The total amount of cocoa processed by the industry dropped by 8.2% in the second quarter—the most significant year-over-year downturn since 2014. The New York benchmark for cocoa beans has dropped by nearly 25% since February, and in July it hit a low of $2,150 per metric ton. While prices have gained some ground in recent weeks, investors are still betting against the commodity.
The Impact on Farmers
The price drop is hitting cocoa farmers hard. In Ivory Coast and Ghana, two countries which together produce about 60% of the world’s cocoa, farmers are waiting to sell their fall crops. Ordinarily, most farmers sell their crops in the summer before the October harvest, but they are holding off this year in hopes that prices will recover.
In addition to dealing with low prices, farmers are also dealing with a labor shortage. Since their borders have been closed due to the pandemic, cocoa farms have not been able to hire foreign workers.

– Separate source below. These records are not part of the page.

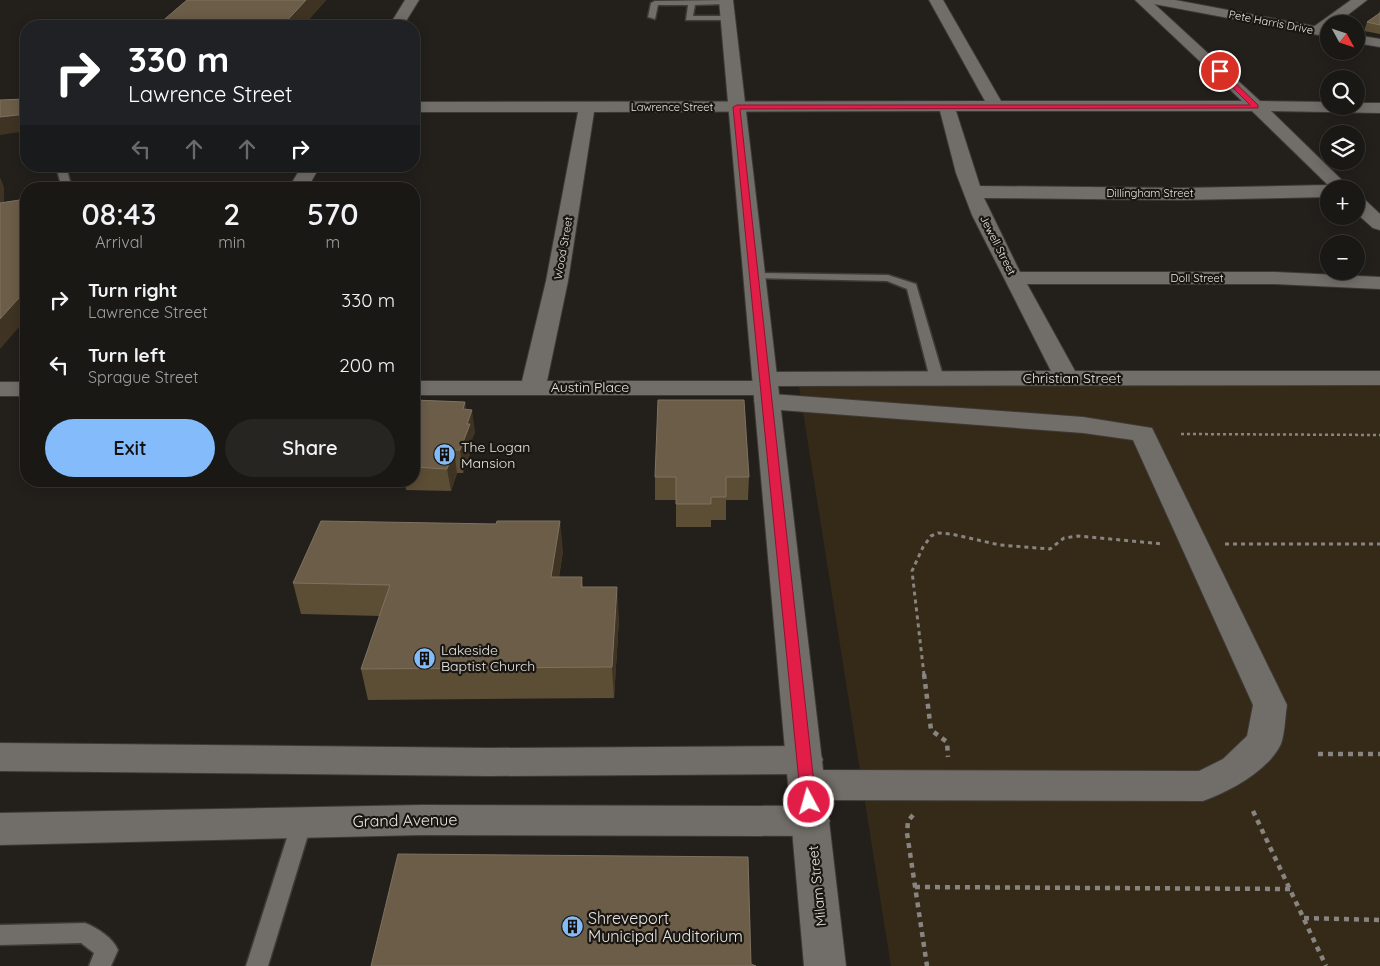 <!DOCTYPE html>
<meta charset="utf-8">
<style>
:root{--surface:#1a1815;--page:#272522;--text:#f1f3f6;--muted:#9fa0a0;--line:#383734;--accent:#84bcfb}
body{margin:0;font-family:Quicksand,sans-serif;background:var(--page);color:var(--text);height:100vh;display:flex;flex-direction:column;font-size:19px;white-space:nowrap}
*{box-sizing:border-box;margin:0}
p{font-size:16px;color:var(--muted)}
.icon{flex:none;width:28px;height:28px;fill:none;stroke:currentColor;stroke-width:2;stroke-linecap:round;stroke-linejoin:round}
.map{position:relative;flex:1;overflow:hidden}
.details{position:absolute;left:20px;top:182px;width:400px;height:305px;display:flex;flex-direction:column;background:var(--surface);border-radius:20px;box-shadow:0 2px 12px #0003,0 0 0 1px var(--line)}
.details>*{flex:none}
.top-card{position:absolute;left:20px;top:20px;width:400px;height:152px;border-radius:20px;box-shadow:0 2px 12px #0003,0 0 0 1px var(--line);background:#202124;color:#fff;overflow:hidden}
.needle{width:32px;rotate:130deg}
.fabs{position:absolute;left:1320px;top:15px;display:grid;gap:10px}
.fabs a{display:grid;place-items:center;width:45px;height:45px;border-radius:50%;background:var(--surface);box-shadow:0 2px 12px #0003,0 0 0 1px var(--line);font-size:25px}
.pin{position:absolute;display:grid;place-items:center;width:42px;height:42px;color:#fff;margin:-21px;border:2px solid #fff;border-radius:50%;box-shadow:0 1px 5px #0007}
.me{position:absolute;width:55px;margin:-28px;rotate:354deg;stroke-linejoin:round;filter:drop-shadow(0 0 4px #0008)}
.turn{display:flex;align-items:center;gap:18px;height:105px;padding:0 25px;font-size:22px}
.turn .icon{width:65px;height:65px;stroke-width:2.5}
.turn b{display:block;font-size:35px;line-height:42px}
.lanes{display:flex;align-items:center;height:48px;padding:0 25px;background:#0003;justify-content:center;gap:25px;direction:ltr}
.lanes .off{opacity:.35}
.eta{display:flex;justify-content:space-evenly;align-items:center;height:85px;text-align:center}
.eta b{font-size:30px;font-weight:600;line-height:35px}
.action{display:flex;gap:10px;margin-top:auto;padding:10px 25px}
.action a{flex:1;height:58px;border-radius:30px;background:var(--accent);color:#111;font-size:20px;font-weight:600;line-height:58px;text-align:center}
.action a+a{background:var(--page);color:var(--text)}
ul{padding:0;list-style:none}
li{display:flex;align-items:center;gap:15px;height:65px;padding:0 25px}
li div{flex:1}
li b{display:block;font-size:19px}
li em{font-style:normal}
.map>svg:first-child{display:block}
.green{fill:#352a18}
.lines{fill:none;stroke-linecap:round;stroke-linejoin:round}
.lane-casing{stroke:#3d3a37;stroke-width:3}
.street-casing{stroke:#3d3a37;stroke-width:2}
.secondary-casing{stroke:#3d3a37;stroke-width:2}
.path-far2{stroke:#878481;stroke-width:2.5;stroke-dasharray:3 3;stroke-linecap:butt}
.path-far1{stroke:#878481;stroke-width:3;stroke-dasharray:4 4;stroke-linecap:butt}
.path{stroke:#878481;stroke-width:4.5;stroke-dasharray:5 5;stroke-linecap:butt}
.lane{fill:#716d68;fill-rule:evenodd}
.street{fill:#716d68;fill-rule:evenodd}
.secondary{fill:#716d68;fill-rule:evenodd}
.wall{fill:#5c4d35}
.shaded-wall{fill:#3f3423}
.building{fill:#6b5d48;stroke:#7e7260}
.route{fill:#e11d48;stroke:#92132f}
.labels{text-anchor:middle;stroke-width:4.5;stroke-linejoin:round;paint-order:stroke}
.far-street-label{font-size:11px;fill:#e8e6e3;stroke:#1a1713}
.street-label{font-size:14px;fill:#e8e6e3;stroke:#1a1713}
.poi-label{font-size:14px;fill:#e8e6e3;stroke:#1a1713;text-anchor:start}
.near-street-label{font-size:16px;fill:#e8e6e3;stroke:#1a1713}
.near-poi-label{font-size:16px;fill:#e8e6e3;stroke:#1a1713;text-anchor:start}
</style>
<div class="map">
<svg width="1380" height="966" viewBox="0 0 1380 966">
<rect width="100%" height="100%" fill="#23201c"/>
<path class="green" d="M 1380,385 L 1380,966 L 891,966 L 799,386 Z"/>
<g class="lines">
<defs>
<path id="lane" d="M 727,0 L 730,2 L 726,4 L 695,5 L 693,16 L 731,16 L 732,18 L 728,20 L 686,20 L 688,5 L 658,5 L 655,19 L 648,17 L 651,3 L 655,1 Z
M 56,166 L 66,166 L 72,189 L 62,189 Z
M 755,273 L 888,275 L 916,284 L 944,379 L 937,383 L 930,379 L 907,289 L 887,281 L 751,278 L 749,276 L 751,274 Z
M 302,814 L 309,816 L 312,822 L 268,966 L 246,966 L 292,822 L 295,816 Z
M 85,923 C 98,928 113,938 118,950 L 111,966 L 89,966 L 94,953 L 81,943 L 0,945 L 0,925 Z"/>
<path id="street" d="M 405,0 L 419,0 L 403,26 L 389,26 Z
M 929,0 L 943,0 L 1001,101 L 1242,101 L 1135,0 L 1150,0 L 1260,101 L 1329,102 L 1329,106 L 1356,106 L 1356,103 L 1380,103 L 1380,113 L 1271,111 L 1351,189 L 1329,189 L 1329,197 L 1181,200 L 984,198 L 1020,272 L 1275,272 L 1380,277 L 1380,289 L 1275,284 L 1027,284 L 1075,371 L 1380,371 L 1380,385 L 777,386 L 778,388 L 772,394 L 1083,417 L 1152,428 L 1287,705 C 1285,717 1285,733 1281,744 C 1269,770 1229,792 1203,801 L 807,800 L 794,795 L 789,785 L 796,774 L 489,776 L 0,771 L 0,743 L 489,748 L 805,746 L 818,750 L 823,760 L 816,770 L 1199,771 L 1223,759 L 1247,736 L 1253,705 L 1133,440 L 1083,433 L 767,409 L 758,406 L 754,401 L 759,395 L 414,395 L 414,381 L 522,381 L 546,281 L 578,112 L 414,112 L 414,102 L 985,101 ZM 940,111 L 956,173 L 972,215 L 1051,371 L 765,372 L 756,374 L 753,379 L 754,381 L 547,381 L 568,281 L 594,112 ZM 956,111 L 1252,111 L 1328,185 L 1181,188 L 980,186 Z
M 1351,0 L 1367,0 L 1336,24 L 1329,24 L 1329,29 L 1322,34 L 1312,34 L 1310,31 L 1312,28 Z
M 302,166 L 320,166 L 307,189 L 288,189 Z
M 1356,196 L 1363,198 L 1380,214 L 1380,230 L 1373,228 L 1356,213 Z
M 0,382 L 26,382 L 26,396 L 0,396 Z
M 421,805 L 811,806 L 824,810 L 830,821 L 824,832 L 811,836 L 421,835 L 0,845 L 0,813 Z"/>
<path id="secondary" d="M 719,0 L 733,0 L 846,966 L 804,966 Z
M 1147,0 L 1175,0 L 1329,29 L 1329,37 L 1154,4 Z
M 1356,35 L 1380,39 L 1380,47 L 1356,43 Z"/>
</defs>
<use href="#lane" class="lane-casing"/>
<use href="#street" class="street-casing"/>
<use href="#secondary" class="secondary-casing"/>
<path class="path-far2" d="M 1181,434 L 1380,435"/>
<path class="path-far1" d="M 1225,544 L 1380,544
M 924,675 L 912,571 L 923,547 L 931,536 L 938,533 L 951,534 L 1000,545 L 1050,549 L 1064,538 L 1078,536 L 1163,544"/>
<path class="path" d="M 924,674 L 931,730 L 947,742 L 948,757
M 1318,754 L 1380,754
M 1253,811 L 1326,966
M 913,815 L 908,821 L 907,833 L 927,966
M 915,887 L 1290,889
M 1304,918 L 1380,920"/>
<use href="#lane" class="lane"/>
<use href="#street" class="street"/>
<use href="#secondary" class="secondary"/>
</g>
<path class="wall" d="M 187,0 L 326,0 L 303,26 L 160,26 L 159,24 Z
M 1380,10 L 1380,34 L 1364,31 L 1367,22 L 1379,13 Z
M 414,400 L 465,402 L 466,409 L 475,432 L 472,439 L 473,446 L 463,473 L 457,473 L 451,491 L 406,490 L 405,481 L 414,481 Z
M 655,477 L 749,477 L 748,500 L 726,500 L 726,520 L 711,520 L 711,527 L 676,527 L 676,500 L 655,500 Z
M 563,551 L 559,577 L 582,577 L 583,587 L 619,618 L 614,698 L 368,700 L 361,669 L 380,616 L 301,614 L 293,583 Z"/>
<path class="shaded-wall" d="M 306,0 L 326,0 L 303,26 L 282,26 Z
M 25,99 L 26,103 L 26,131 L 0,135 L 0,117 Z
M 0,177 L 4,187 L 4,222 L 0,212 Z
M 26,290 L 26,319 L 0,349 L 0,319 Z
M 465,402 L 468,421 L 472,410 L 475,432 L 472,439 L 473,446 L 463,473 L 460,450 L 463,409 Z
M 454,450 L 457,473 L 451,491 L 447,469 Z
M 560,521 L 563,551 L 554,607 L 551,577 Z
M 617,587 L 619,618 L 614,698 L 612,667 Z"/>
<path class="building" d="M 187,0 L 306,0 L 282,26 L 205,26 L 207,25 L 159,24 Z
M 1380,13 L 1380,25 L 1367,22 Z
M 25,99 L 26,114 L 0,117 L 0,100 Z
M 26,199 L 26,290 L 0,319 L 0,203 Z
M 414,400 L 465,402 L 463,409 L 472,410 L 467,424 L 470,424 L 460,450 L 454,450 L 447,469 L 414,467 Z
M 658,400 L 744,400 L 749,477 L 726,477 L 726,497 L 711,497 L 711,504 L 676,504 L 676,477 L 655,477 Z
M 321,521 L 496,524 L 497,521 L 560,521 L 551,577 L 582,577 L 581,587 L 617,587 L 612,667 L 361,669 L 390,585 L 293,583 Z
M 398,854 L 748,857 L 751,964 L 756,966 L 371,966 Z"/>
<path class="route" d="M 1217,70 L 1222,70 L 1258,105 L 1258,108 L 740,109 L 816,802 L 814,807 L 809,809 L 803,807 L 801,802 L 733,107 L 737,105 L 1250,105 L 1217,72 Z"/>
<defs>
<symbol id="building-disc" viewBox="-11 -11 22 22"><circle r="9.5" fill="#84bcfb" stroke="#1a1713"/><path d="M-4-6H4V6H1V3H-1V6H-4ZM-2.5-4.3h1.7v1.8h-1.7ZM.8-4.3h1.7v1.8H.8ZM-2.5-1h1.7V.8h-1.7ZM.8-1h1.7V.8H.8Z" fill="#111"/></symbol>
</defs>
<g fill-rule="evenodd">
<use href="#building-disc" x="432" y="442" width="25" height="25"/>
<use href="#building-disc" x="412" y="646" width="25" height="25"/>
<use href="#building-disc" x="560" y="914" width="25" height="25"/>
</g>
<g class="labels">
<g class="far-street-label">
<text transform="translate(1271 22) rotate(11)" y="4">Pete Harris Drive</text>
<text x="672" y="111">Lawrence Street</text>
<text x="1150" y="197">Dillingham Street</text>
<text transform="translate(998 245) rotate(63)" y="4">Jewell Street</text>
<text transform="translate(563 248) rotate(-80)" y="4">Wood Street</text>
<text x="1197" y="282">Doll Street</text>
</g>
<g class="street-label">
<text x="1072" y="383">Christian Street</text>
<text x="590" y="392">Austin Place</text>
<text transform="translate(817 886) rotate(-96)" y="5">Milam Street</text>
</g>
<g class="poi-label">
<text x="461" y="452">The Logan<tspan x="461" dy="16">Mansion</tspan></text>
<text x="441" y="655">Lakeside<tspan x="441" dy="16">Baptist Church</tspan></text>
</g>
<g class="near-street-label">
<text transform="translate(405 820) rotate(-1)" y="6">Grand Avenue</text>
</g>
<g class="near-poi-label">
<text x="588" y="924">Shreveport<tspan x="588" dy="18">Municipal Auditorium</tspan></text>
</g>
</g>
</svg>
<div class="fabs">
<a><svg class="needle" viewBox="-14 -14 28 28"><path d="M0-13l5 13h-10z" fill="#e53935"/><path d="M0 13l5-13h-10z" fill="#9fa0a0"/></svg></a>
<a><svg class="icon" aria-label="search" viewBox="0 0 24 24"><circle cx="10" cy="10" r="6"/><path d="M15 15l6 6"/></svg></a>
<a><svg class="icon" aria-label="layers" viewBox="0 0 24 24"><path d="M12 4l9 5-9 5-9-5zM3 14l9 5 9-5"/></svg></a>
<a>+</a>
<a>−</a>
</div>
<div class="pin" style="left:1220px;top:71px;background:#d93025"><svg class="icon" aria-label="arrive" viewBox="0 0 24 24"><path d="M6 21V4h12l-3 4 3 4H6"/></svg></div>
<svg class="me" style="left:809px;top:802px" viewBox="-20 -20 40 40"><circle r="17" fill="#e11d48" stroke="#fff" stroke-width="3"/><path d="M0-11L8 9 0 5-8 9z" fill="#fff"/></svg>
<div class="top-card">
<div class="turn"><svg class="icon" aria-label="right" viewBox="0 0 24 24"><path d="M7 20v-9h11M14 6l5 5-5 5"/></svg><div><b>330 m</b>Lawrence Street</div></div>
<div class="lanes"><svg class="icon off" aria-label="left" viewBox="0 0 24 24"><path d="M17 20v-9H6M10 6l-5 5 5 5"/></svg><svg class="icon off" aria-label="ahead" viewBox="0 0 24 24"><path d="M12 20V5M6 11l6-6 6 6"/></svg><svg class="icon off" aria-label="ahead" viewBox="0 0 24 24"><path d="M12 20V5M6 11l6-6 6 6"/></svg><svg class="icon" aria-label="right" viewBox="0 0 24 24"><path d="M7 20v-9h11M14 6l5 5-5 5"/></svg></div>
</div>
<section class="details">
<div class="eta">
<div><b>08:43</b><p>Arrival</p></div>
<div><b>2</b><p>min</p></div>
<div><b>570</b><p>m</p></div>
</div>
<ul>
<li><svg class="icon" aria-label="right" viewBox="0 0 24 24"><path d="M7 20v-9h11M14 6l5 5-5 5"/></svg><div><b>Turn right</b><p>Lawrence Street</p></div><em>330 m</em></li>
<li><svg class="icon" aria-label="left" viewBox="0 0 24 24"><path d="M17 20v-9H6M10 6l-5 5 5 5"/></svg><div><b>Turn left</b><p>Sprague Street</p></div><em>200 m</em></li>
</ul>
<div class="action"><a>Exit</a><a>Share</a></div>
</section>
</div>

Last year, the governments of Ghana and Ivory Coast formed a partnership that politicians called “Copec,” as a way to use their market share to charge higher prices for cocoa. The goal was to filter more money to farmers and reduce child labor, but some industry leaders fear this extra money is not reaching farmers, and is instead contributing to the slump in demand for the commodity. Ivory Coast and Ghana have elections coming up in October and December, respectively, which cocoa investors will be carefully watching.
Hershey’s Looks Ahead
Chocolate makers expect a bittersweet end to the year. Analysts at Hershey’s (HSY) predict that far fewer people will trick-or-treat this fall, which will take a toll on chocolate sales. Normally the holiday accounts for 10% of Hershey’s annual revenue, so the company plans to make fewer Halloween-themed treats this year to avoid a glut in supply.
The winter holidays, on the other hand, will likely not be as heavily impacted. Even during normal years, most of the candy people buy for these celebrations is eaten at home. Hershey’s reported that its Easter sales were better than some anticipated, even though the holiday fell when most of the US was under lockdown.